**Exercise brief:** Using the entries below, output exactly the line containing "For a GIS import: Transcribe" and all lines that follow it to the end.

── Input material

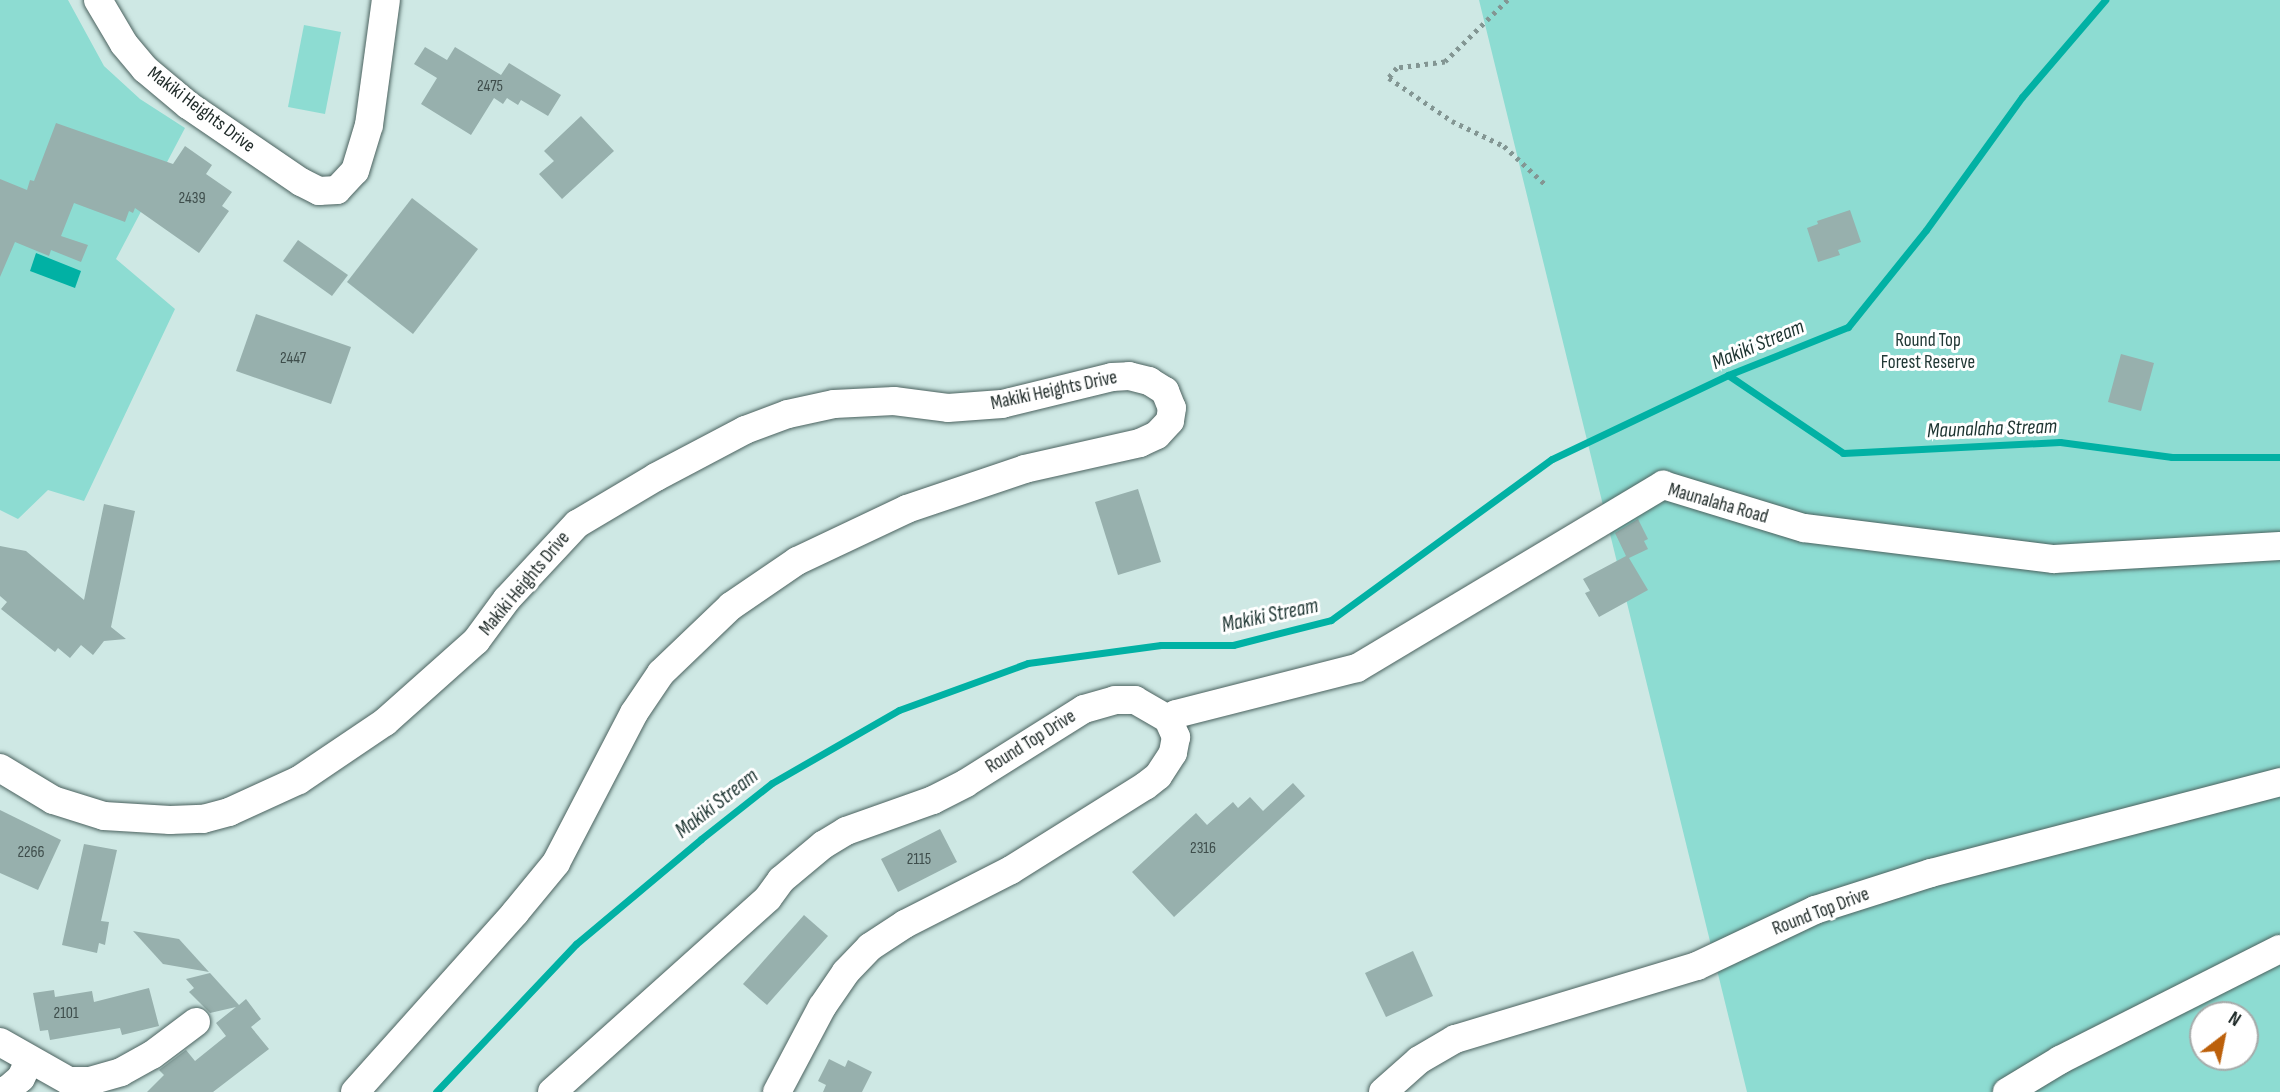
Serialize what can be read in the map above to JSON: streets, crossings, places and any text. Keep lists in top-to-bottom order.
{
  "streets": {
    "street": ["Makiki Heights Drive", "Maunalaha Road", "Round Top Drive"]
  },
  "crossings": [
    ["Maunalaha Road", "Round Top Drive"]
  ],
  "water": ["Makiki Stream", "Maunalaha Stream"],
  "parks": ["Round Top Forest Reserve"],
  "house_numbers": [
    "2475",
    "2439",
    "2447",
    "2316",
    "2266",
    "2115",
    "2101"
  ],
  "north": "top right"
}
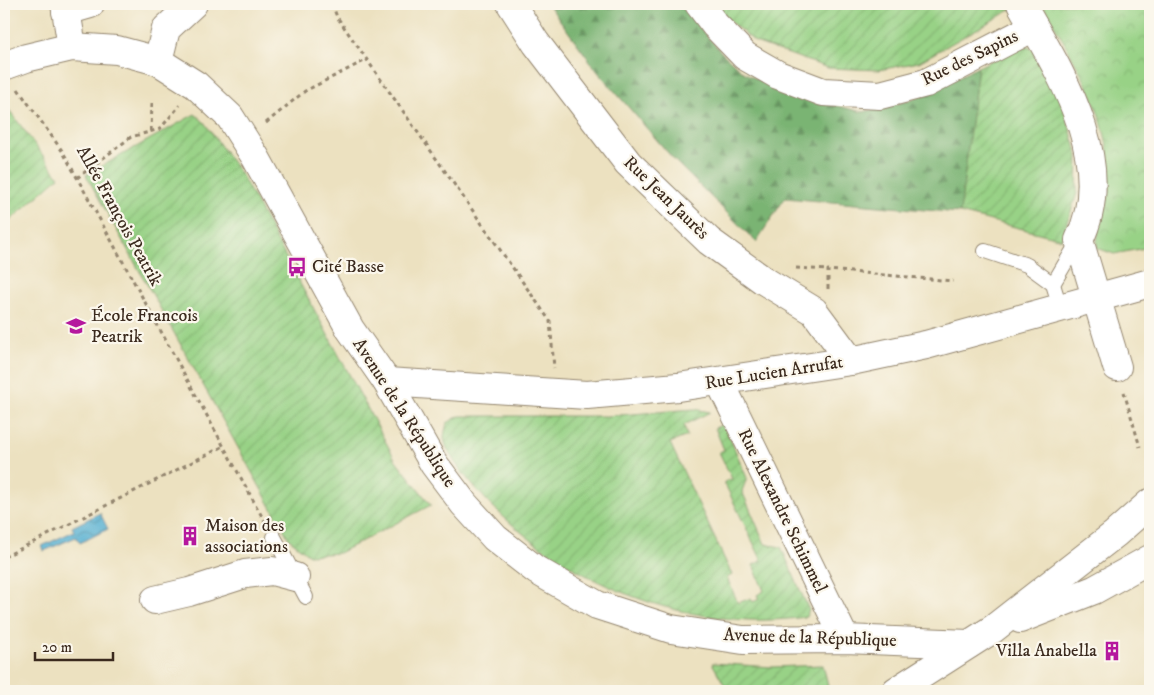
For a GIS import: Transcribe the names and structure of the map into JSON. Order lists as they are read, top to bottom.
{
  "streets": {
    "street": [
      "Rue des Sapins",
      "Rue Jean Jaurès",
      "Rue Lucien Arrufat",
      "Avenue de la République",
      "Rue Alexandre Schimmel"
    ],
    "path": ["Allée François Peatrik"]
  },
  "crossings": [
    ["Rue Jean Jaurès", "Rue Lucien Arrufat"],
    ["Allée François Peatrik", "Avenue de la République"],
    ["Rue Lucien Arrufat", "Avenue de la République"],
    ["Rue Lucien Arrufat", "Rue Alexandre Schimmel"],
    ["Avenue de la République", "Rue Alexandre Schimmel"]
  ],
  "places": {
    "bus stop": ["Cité Basse"],
    "school or university": ["École Francois Peatrik"],
    "building": ["Maison des associations", "Villa Anabella"]
  },
  "scale_bar": "20 m"
}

────

**Answer section:**
For a GIS import: Transcribe the names and structure of the map into JSON. Order lists as they are read, top to bottom.
{
  "streets": {
    "street": [
      "Rue des Sapins",
      "Rue Jean Jaurès",
      "Rue Lucien Arrufat",
      "Avenue de la République",
      "Rue Alexandre Schimmel"
    ],
    "path": ["Allée François Peatrik"]
  },
  "crossings": [
    ["Rue Jean Jaurès", "Rue Lucien Arrufat"],
    ["Allée François Peatrik", "Avenue de la République"],
    ["Rue Lucien Arrufat", "Avenue de la République"],
    ["Rue Lucien Arrufat", "Rue Alexandre Schimmel"],
    ["Avenue de la République", "Rue Alexandre Schimmel"]
  ],
  "places": {
    "bus stop": ["Cité Basse"],
    "school or university": ["École Francois Peatrik"],
    "building": ["Maison des associations", "Villa Anabella"]
  },
  "scale_bar": "20 m"
}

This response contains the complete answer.